Alan Clarke
"Workin' in the quote mine, going down, down, down..."
Stephen Gould wrote:
Lyell's gradualism has acted as a set of blinders, channeling hypotheses in one direction among a wide range of plausible alternatives. Its restrictive effects have been particularly severe for those geologists who succumb to Lyell's rhetorical device and believe that gradual change is preferable (or even required) a priori, because different meanings of uniformity are necessary postulates of method. Again and again in the history of geology after Lyell, we note reasonable hypotheses of catastrophic change, rejected out of hand by a false logic that brands them unscientific in principle.
It's called Punctuated Equilibrium, where species have long periods of little change, followed by rapid evolution with major changes. Stephen J. Gould is the scientist that first proposed it instead of the gradualism most evolutionists think happened.
Then you have to go and tell lies about what he was talking about(mixed in with the incoherent rant of your last post).
But worse yet, the integrity of the SG model was doubted by her near kin, Stephen J. Gould
Here's what he said about evolution...
"Well evolution is a theory.
It is also a fact. And facts and theories are different things, not rungs in a hierarchy of increasing certainty. Facts are the world's data. Theories are structures of ideas that explain and interpret facts. Facts don't go away when scientists debate rival theories to explain them. Einstein's theory of gravitation replaced Newton's in this century, but apples didn't suspend themselves in midair, pending the outcome. And humans evolved from ape-like ancestors whether they did so by Darwin's proposed mechanism or by some other yet to be discovered.

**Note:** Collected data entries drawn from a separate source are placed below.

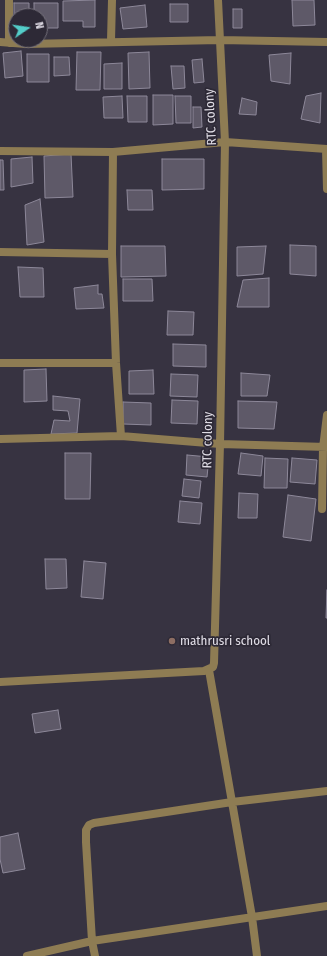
<!DOCTYPE html>
<html>
<head>
<meta charset="utf-8">
<style>
  body { margin:0 }
  #map { position:relative; width:327px; height:956px; overflow:hidden; background:#373341; font-family:"Fira Sans Condensed",sans-serif }
  canvas { display:block }
  .north { position:absolute; left:8px; top:8px; width:40px; height:40px; box-sizing:border-box; background:#2d2936; border:1px solid #75717c; border-radius:50%; rotate:77deg; font-size:11px; font-weight:700; line-height:16px; text-align:center; color:#e0dde6 }
  .north::after { content:''; display:block; margin:auto; width:14px; height:18px; background:#53cdc9; clip-path:polygon(50% 0,100% 100%,50% 72%,0 100%) }
</style>
</head>
<body>
<div id="map">
<canvas width="327" height="956"></canvas>
<div class="north">N</div>
</div>
<script>
const c = document.querySelector('canvas').getContext('2d');
c.lineJoin = 'round';
function fill(path, color) { c.fillStyle = color; c.fill(path, 'evenodd'); }
const shape = rows => new Path2D(rows.map(r => 'M' + r).join(''));
function stroke(path, color, width, dash) { c.strokeStyle = color; c.lineWidth = width; c.lineCap = dash ? 'butt' : 'round'; c.setLineDash(dash || []); c.stroke(path); }
function drawText(font, color, halo, rows, align = 'center') {
  c.font = font + ' "Fira Sans Condensed",sans-serif'; c.lineWidth = 3.5; c.setLineDash([]); c.textBaseline = 'middle'; c.strokeStyle = halo; c.fillStyle = color; for (const [text, x, y, turn = 0] of rows) {
    c.save(); c.translate(x, y); c.rotate((+turn || 0) * Math.PI / 180); c.textAlign = isNaN(turn) ? turn : align; if (halo) c.strokeText(text, 0, 0); c.fillText(text, 0, 0); c.restore();
  }
}
const building = shape([
  [95,0,95,27,83,27,83,21,63,21,63,1,95,0],
  [292,0,314,0,315,25,293,26,292,0],
  [14,3,29,3,29,16,16,16,16,29,14,29,14,3],
  [34,3,58,3,58,28,40,28,40,16,34,16,34,3],
  [170,4,188,4,188,22,170,22,170,4],
  [145,5,147,27,123,29,120,8,145,5],
  [233,9,242,9,242,28,233,28,233,9],
  [21,51,23,76,5,78,3,53,21,51],
  [77,52,101,52,100,90,76,90,77,52],
  [149,52,150,88,129,89,128,53,149,52],
  [291,53,290,84,271,81,269,55,291,53],
  [27,54,49,54,49,82,27,82,27,54],
  [54,57,69,57,70,75,54,76,54,57],
  [202,59,204,82,194,83,192,60,202,59],
  [122,63,122,89,104,89,104,64,122,63],
  [171,66,184,66,185,88,173,89,171,66],
  [321,93,320,123,301,119,306,96,321,93],
  [153,95,173,95,173,124,153,125,153,95],
  [122,96,123,118,104,118,103,97,122,96],
  [127,96,147,96,147,122,128,122,127,96],
  [175,96,191,96,191,123,176,123,175,96],
  [242,98,257,102,256,115,239,114,242,98],
  [193,107,201,107,202,127,193,128,193,107],
  [71,154,73,197,45,198,44,156,71,154],
  [32,157,33,183,11,187,11,159,32,157],
  [162,159,204,159,204,189,162,190,162,159],
  [0,160,3,160,4,190,0,190,0,160],
  [127,190,152,190,153,210,128,210,127,190],
  [40,199,44,242,27,245,25,205,40,199],
  [290,245,316,246,316,276,290,274,290,245],
  [121,246,165,246,166,276,121,277,121,246],
  [266,246,263,274,237,276,237,247,266,246],
  [18,267,43,268,44,297,20,297,18,267],
  [269,278,269,307,237,307,243,280,269,278],
  [123,279,152,279,153,301,123,301,123,279],
  [98,285,98,294,102,294,104,308,76,309,74,288,98,285],
  [168,311,194,312,193,335,167,335,168,311],
  [173,344,206,345,206,367,173,366,173,344],
  [46,369,47,401,24,402,24,370,46,369],
  [153,370,154,394,129,394,129,371,153,370],
  [241,373,270,375,267,396,241,396,241,373],
  [171,374,198,375,197,397,170,396,171,374],
  [53,396,80,399,77,433,51,434,54,420,70,421,68,411,53,410,53,396],
  [172,400,198,401,197,424,171,423,172,400],
  [238,401,277,402,274,429,238,428,238,401],
  [123,402,151,403,151,425,123,424,123,402],
  [65,453,91,453,90,499,65,499,65,453],
  [241,453,263,456,261,476,238,474,241,453],
  [187,455,209,457,207,477,186,475,187,455],
  [265,458,288,459,287,488,264,488,265,458],
  [292,458,317,460,315,484,290,482,292,458],
  [184,479,201,481,199,498,182,496,184,479],
  [239,493,258,494,257,518,238,518,239,493],
  [288,495,316,499,311,541,283,537,288,495],
  [180,501,202,503,200,524,178,522,180,501],
  [45,559,66,559,67,588,46,589,45,559],
  [84,561,106,563,103,599,81,597,84,561],
  [327,590,327,618,326,618,327,590],
  [58,710,61,729,35,733,32,714,58,710],
  [18,833,25,869,3,873,0,859,0,837,18,833]
]);
const street = shape([
  [111,41,112,0],
  [0,42,26,44,220,40,327,42],
  [9,43,9,0],
  [326,149,327,189],
  [0,151,113,152,225,142,327,149],
  [113,152,112,254,116,363,121,436],
  [0,252,112,254],
  [0,363,116,363],
  [0,439,121,436,220,444,327,447],
  [322,509,323,448,327,415],
  [209,670,252,917,257,956],
  [0,682,204,671,213,667,214,663,220,444,225,142,218,0],
  [27,956,92,941,327,906],
  [95,956,92,941,86,842,86,830,89,825,94,823,232,802,327,791]
]);
const markers = [
  [172,641,4,"#8d6e63"]
];
const streetNames = [
  ["RTC colony",211,117,-93],
  ["RTC colony",208,440,-89]
];
const poiNames = [
  ["mathrusri school",180,641]
];
fill(building, '#5e5968');
stroke(building, '#8d8899', 1);
stroke(street, '#8e7c53', 8);
for (const [x, y, r, color] of markers) { const dot = new Path2D(); dot.arc(x, y, r, 0, 2 * Math.PI); c.fillStyle = color; c.fill(dot); stroke(dot, '#2d2936', 1.5); }
drawText('13px', '#e0dde6', '#2d2936', streetNames);
drawText('13px', '#e0dde6', '#2d2936', poiNames, 'left');
</script>
</body>
</html>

Moreover, "fact" doesn't mean "absolute certainty"; there ain't no such animal in an exciting and complex world. The final proofs of logic and mathematics flow deductively from stated premises and achieve certainty only because they are not about the empirical world. Evolutionists make no claim for perpetual truth, though creationists often do (and then attack us falsely for a style of argument that they themselves favor). In science "fact" can only mean "confirmed to such a degree that it would be perverse to withhold provisional consent." I suppose that apples might start to rise tomorrow, but the possibility does not merit equal time in physics classrooms.
Evolutionists have been very clear about this distinction of fact and theory from the very beginning, if only because we have always acknowledged how far we are from completely understanding the mechanisms (theory) by which evolution (fact) occurred. Darwin continually emphasized the difference between his two great and separate accomplishments: establishing the fact of evolution, and proposing a theory--natural selection--to explain the mechanism of evolution."
Stephen J. Gould, " Evolution as Fact and Theory"; Discover, May 1981
Quote Mining is a dishonest and underhanded practice usually used by those who really have no valid argument of their own and so must lie about what others have said, or, by carefully selecting those quotes, give a false impression that they support their unsupportable arguments when in fact the exact opposite is true. Your quoting of Professor Gould is a perfect example of the later.
By the way, Cuvier was right, it takes way more than just a few thousand years for major changes to become obvious, but multicellular life has been around on Earth for 800 million years, in that time it went from single celled creatures(that have been around for over 3.5 BILLION years)to the diversity we see today, including us.